When a line below contains the word "칸타빌키즈어린이집", copy that line.

※

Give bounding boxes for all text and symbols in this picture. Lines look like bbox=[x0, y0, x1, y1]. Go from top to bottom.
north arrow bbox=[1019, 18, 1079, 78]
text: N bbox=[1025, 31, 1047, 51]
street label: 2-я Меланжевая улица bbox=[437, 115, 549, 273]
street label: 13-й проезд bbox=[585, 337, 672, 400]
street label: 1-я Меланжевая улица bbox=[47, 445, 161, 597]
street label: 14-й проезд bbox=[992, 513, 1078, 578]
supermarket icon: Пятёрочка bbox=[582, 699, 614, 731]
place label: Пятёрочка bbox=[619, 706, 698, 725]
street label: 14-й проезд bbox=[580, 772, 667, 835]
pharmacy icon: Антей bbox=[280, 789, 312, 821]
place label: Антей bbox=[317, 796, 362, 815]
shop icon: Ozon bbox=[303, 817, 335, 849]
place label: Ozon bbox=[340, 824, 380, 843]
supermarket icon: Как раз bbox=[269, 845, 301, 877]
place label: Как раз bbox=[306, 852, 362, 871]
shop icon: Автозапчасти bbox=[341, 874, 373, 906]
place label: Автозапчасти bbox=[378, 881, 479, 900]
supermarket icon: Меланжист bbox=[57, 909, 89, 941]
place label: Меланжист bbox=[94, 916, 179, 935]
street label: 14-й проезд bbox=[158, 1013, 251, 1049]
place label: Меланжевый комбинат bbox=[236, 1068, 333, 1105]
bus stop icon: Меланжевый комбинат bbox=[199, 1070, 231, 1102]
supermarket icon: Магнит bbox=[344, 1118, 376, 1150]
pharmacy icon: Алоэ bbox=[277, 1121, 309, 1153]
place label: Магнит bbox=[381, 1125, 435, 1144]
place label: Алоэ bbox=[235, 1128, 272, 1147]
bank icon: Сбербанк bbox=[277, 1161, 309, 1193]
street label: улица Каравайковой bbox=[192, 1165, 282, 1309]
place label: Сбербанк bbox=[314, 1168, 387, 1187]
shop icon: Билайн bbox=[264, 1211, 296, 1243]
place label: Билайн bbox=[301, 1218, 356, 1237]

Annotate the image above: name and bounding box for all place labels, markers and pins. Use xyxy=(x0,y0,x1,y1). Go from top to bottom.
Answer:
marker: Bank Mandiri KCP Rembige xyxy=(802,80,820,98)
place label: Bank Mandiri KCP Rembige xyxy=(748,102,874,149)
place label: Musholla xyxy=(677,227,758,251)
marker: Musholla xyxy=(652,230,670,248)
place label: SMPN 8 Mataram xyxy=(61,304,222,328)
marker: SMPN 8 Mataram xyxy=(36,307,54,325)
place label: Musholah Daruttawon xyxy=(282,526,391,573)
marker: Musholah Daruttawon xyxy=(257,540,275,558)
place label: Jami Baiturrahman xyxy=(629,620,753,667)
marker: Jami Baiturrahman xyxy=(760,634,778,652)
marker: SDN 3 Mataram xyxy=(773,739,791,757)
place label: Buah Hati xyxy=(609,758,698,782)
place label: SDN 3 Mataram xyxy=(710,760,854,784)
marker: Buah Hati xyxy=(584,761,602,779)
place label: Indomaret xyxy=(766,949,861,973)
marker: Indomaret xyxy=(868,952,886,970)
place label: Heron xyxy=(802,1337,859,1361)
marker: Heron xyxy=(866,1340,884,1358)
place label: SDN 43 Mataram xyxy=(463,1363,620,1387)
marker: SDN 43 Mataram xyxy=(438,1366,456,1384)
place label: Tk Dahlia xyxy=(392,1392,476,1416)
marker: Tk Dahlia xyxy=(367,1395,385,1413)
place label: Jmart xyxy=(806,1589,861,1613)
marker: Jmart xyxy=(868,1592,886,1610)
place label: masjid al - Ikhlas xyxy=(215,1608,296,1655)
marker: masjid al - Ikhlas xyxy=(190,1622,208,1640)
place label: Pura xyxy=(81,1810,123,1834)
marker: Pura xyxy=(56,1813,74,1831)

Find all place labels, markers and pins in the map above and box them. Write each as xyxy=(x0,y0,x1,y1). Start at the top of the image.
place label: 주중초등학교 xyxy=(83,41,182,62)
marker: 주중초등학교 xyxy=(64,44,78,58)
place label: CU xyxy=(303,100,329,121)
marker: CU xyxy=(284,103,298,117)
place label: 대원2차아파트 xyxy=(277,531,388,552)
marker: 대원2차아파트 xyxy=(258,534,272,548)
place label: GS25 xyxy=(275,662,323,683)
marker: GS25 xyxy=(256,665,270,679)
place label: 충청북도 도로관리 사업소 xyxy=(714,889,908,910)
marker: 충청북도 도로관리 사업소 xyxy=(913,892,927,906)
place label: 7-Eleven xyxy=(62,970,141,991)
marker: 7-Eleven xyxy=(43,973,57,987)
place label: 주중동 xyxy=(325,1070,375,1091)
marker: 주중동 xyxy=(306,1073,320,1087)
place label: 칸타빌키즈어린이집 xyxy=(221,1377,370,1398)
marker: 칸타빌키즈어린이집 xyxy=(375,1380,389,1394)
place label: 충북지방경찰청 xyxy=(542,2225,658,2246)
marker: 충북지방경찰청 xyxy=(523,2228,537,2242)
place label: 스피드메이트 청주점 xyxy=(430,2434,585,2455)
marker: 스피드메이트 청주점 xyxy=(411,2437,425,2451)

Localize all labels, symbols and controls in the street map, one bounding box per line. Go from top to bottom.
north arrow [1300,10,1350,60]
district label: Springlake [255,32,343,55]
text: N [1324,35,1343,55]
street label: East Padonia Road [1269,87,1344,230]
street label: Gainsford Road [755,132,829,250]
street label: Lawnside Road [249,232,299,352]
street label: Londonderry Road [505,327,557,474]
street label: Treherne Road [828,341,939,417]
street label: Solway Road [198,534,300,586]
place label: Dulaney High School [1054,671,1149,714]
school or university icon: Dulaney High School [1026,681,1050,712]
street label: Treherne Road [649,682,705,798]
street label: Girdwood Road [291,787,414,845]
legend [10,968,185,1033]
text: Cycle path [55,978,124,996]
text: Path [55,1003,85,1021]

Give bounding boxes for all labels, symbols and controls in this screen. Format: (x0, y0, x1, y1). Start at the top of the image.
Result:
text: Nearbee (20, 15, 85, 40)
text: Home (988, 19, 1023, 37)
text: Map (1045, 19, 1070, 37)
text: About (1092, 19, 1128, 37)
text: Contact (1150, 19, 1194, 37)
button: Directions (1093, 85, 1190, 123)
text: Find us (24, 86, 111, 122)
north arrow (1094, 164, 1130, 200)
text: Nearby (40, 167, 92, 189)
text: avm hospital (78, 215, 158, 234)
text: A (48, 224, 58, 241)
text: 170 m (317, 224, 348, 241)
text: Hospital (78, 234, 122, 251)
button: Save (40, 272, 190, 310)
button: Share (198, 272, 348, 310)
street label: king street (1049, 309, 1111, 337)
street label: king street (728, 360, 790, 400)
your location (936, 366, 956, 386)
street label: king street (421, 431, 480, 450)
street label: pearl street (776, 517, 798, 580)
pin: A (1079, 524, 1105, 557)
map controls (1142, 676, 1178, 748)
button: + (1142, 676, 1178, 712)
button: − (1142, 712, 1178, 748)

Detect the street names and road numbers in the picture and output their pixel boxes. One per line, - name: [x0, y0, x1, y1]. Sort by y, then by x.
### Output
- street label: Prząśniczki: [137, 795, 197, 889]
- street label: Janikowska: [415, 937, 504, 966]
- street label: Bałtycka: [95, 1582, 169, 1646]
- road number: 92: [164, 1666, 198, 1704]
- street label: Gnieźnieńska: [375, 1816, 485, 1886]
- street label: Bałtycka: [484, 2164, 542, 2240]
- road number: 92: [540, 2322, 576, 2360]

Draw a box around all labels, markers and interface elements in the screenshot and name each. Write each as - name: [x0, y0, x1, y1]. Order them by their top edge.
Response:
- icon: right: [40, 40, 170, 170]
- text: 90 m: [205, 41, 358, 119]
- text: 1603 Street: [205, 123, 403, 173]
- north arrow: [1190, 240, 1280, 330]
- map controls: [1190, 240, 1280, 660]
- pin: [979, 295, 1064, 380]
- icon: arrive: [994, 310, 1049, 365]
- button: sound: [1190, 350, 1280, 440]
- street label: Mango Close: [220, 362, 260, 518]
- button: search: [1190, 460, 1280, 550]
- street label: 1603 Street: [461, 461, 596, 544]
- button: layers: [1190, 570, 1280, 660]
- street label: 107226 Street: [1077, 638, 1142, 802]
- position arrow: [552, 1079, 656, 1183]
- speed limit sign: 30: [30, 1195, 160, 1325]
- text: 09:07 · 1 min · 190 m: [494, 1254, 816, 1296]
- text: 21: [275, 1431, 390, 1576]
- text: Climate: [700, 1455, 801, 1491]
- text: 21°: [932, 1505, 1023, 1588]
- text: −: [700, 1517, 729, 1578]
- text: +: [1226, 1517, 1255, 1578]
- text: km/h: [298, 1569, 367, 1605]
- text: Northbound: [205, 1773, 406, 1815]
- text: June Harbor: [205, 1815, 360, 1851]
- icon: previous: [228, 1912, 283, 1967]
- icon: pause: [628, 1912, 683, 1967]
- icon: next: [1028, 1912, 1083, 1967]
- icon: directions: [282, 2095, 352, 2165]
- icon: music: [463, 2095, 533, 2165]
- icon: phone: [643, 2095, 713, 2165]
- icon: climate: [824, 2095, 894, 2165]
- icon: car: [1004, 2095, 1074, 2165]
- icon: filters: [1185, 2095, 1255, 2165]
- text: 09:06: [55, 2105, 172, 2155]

※

[RESULT OF THE EXERCISE]:
place label: 칸타빌키즈어린이집 xyxy=(221,1377,370,1398)
marker: 칸타빌키즈어린이집 xyxy=(375,1380,389,1394)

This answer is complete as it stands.